> _Problem description_
Each line that holds the word "with" counts once; give the total for the records below and nothing else.

> _Excerpted records_
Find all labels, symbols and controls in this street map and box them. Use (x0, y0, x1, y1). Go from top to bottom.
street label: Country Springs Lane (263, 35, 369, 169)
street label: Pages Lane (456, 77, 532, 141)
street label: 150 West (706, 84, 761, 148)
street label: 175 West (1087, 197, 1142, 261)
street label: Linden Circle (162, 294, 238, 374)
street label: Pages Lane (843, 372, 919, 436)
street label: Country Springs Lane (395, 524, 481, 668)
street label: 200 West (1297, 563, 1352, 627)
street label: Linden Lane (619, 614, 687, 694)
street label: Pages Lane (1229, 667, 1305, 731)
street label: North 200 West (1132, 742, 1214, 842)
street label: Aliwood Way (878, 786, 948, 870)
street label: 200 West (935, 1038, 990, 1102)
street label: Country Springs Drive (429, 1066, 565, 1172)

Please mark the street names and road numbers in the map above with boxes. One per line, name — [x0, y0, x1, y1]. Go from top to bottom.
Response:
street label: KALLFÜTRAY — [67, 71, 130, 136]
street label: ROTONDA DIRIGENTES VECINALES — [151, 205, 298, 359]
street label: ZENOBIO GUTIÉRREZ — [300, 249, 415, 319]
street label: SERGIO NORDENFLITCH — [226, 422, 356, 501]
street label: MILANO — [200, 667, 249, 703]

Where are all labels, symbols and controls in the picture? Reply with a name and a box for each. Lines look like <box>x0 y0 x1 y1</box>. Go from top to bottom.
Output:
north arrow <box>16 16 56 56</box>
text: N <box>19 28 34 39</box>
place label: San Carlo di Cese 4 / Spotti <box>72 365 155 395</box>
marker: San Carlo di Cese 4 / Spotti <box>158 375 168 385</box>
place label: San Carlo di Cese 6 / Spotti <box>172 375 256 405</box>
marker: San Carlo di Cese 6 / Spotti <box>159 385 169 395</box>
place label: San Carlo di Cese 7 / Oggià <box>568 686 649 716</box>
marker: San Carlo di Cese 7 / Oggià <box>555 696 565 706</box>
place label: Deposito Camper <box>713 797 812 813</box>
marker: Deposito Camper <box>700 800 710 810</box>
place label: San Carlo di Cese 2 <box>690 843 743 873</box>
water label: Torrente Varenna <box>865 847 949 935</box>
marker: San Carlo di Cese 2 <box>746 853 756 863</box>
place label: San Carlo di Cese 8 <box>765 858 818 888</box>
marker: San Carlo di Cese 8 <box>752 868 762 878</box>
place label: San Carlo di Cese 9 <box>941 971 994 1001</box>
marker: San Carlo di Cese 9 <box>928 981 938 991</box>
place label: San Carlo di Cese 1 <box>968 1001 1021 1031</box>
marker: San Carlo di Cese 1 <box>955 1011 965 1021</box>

> _Response to this task_
2